TASK DETAILS: Copy each line below as it stands, but skip any picture it contains.

DATA EXTRACT:
'''

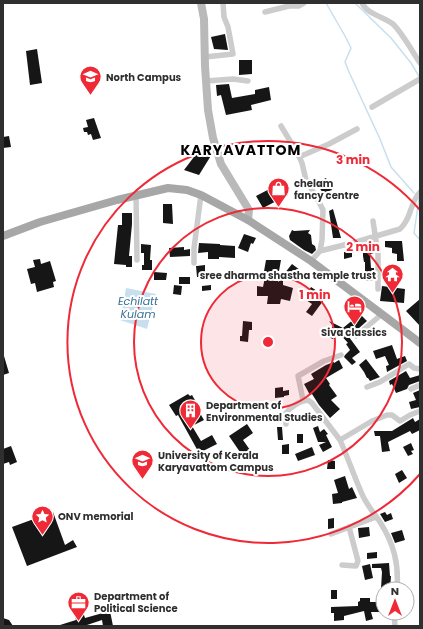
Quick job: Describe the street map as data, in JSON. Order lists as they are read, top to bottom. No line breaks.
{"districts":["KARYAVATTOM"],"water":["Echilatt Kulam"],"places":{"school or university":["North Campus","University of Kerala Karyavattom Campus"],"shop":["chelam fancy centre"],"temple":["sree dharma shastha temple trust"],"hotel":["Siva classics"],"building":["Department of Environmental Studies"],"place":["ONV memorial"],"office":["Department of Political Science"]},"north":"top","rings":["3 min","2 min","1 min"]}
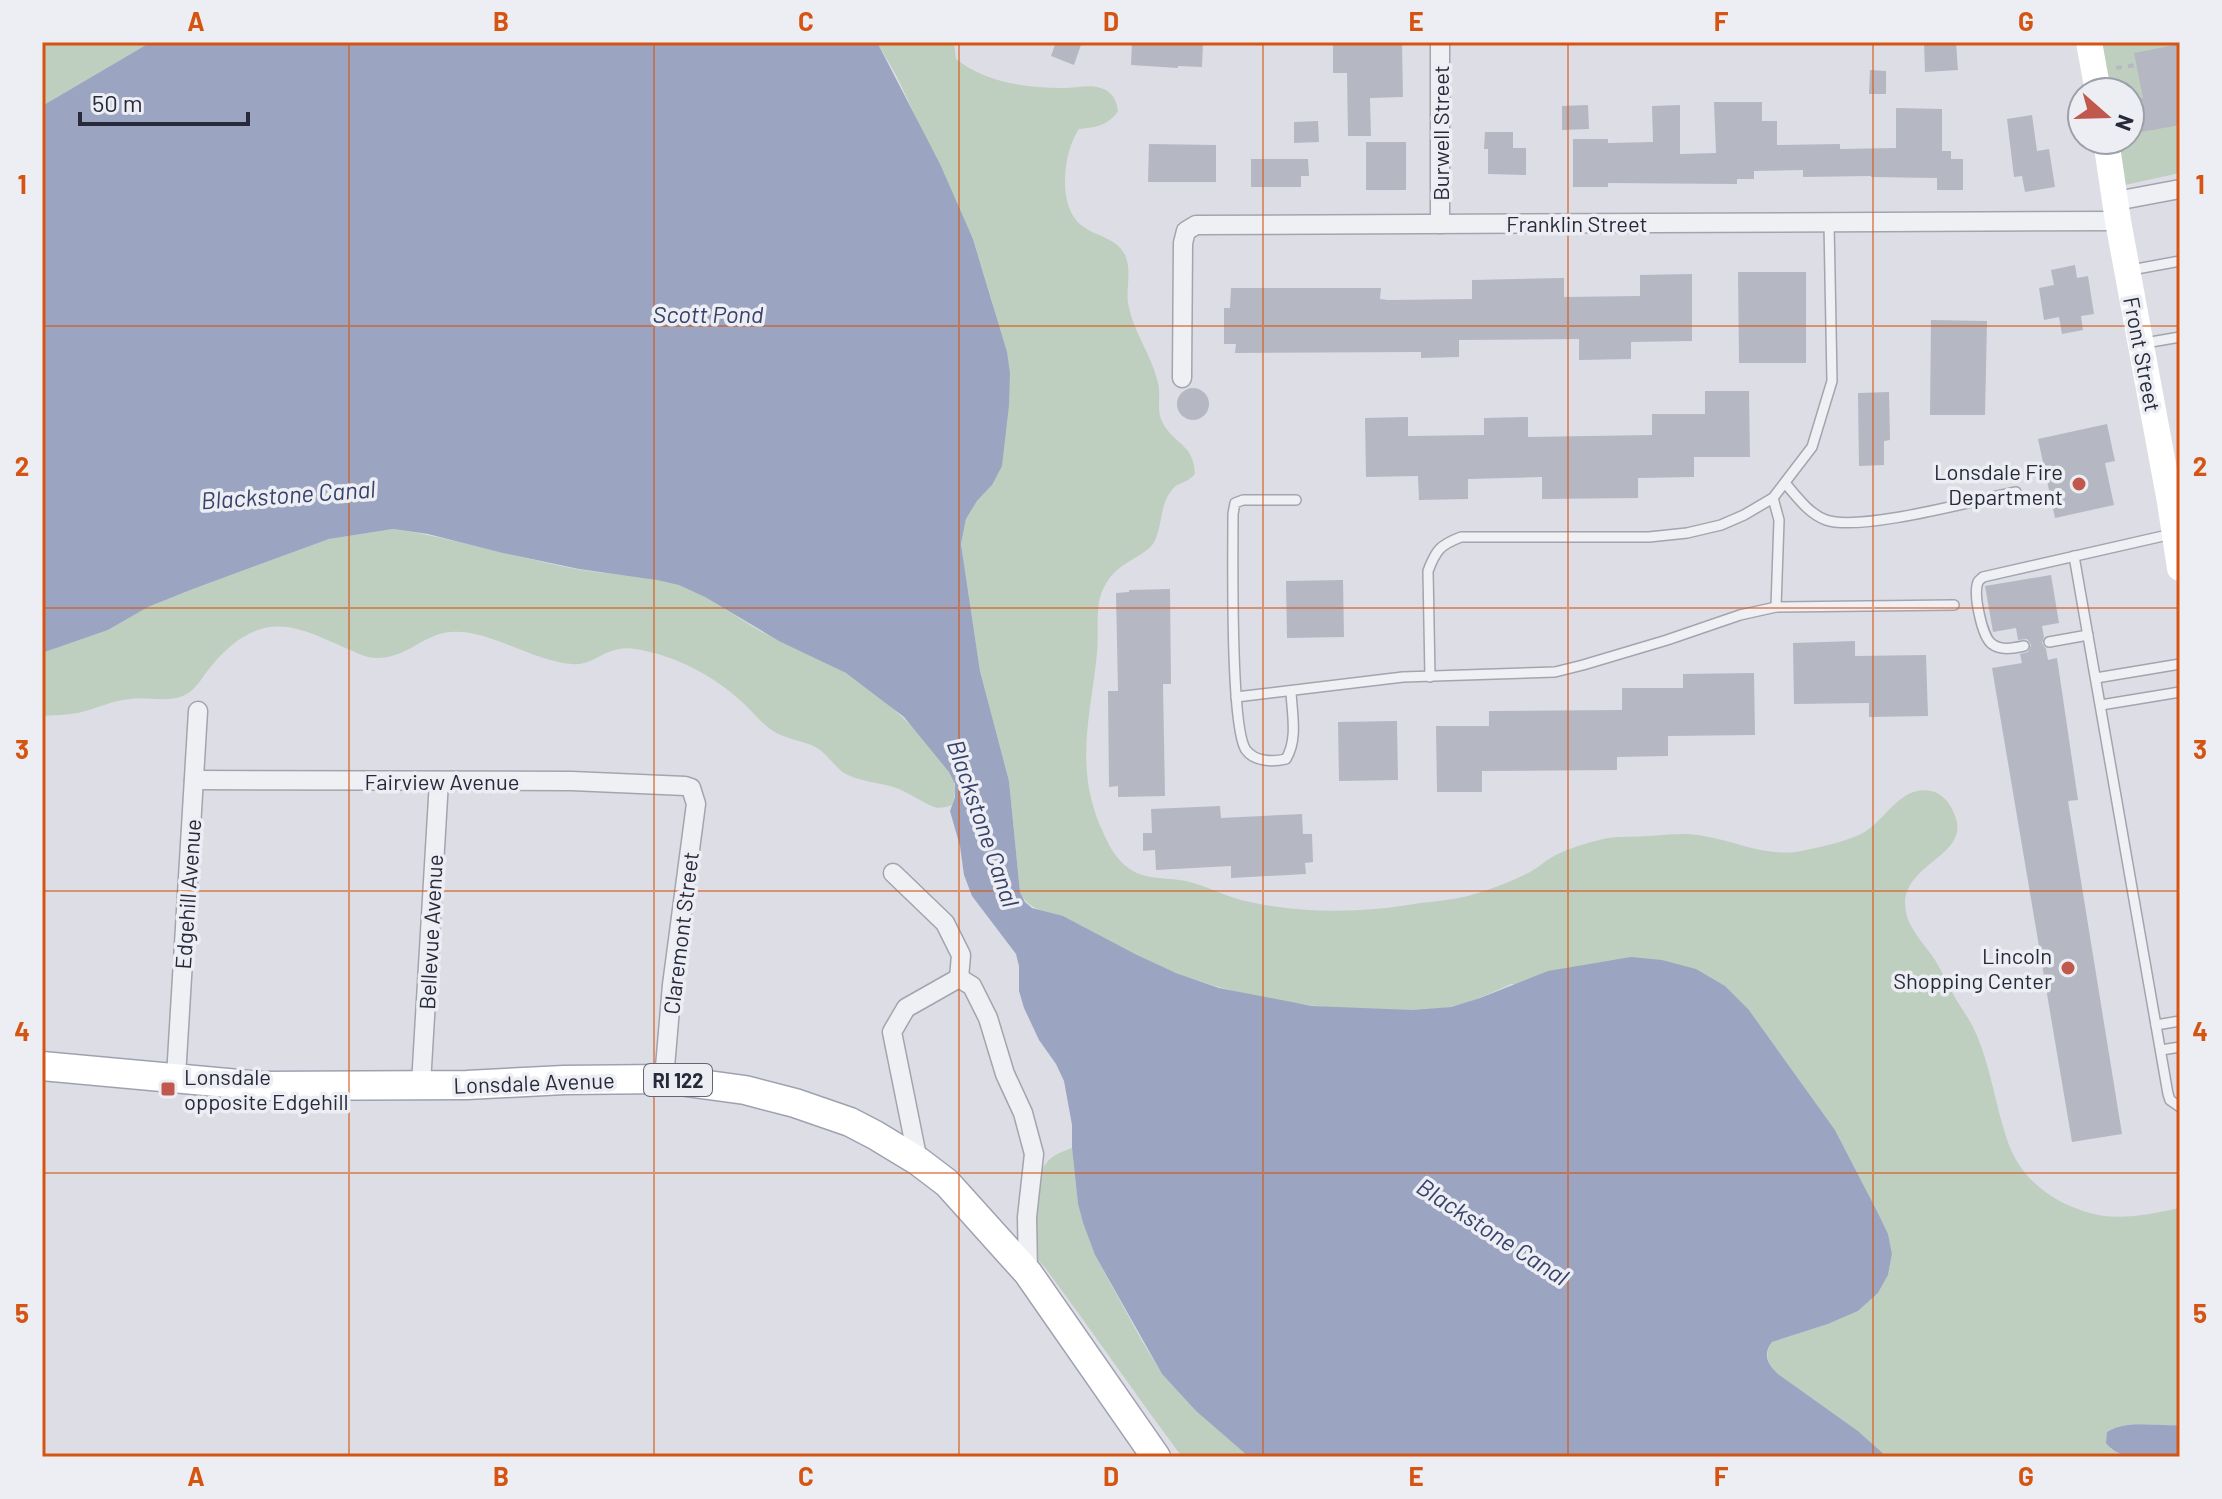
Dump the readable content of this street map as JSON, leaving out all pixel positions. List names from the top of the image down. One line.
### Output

'''

YOUR RESPONSE:
Quick job: Describe the street map as data, in JSON. Order lists as they are read, top to bottom. No line breaks.
{"districts":["KARYAVATTOM"],"water":["Echilatt Kulam"],"places":{"school or university":["North Campus","University of Kerala Karyavattom Campus"],"shop":["chelam fancy centre"],"temple":["sree dharma shastha temple trust"],"hotel":["Siva classics"],"building":["Department of Environmental Studies"],"place":["ONV memorial"],"office":["Department of Political Science"]},"north":"top","rings":["3 min","2 min","1 min"]}
Dump the readable content of this street map as JSON, leaving out all pixel positions. List names from the top of the image down. One line.
### Output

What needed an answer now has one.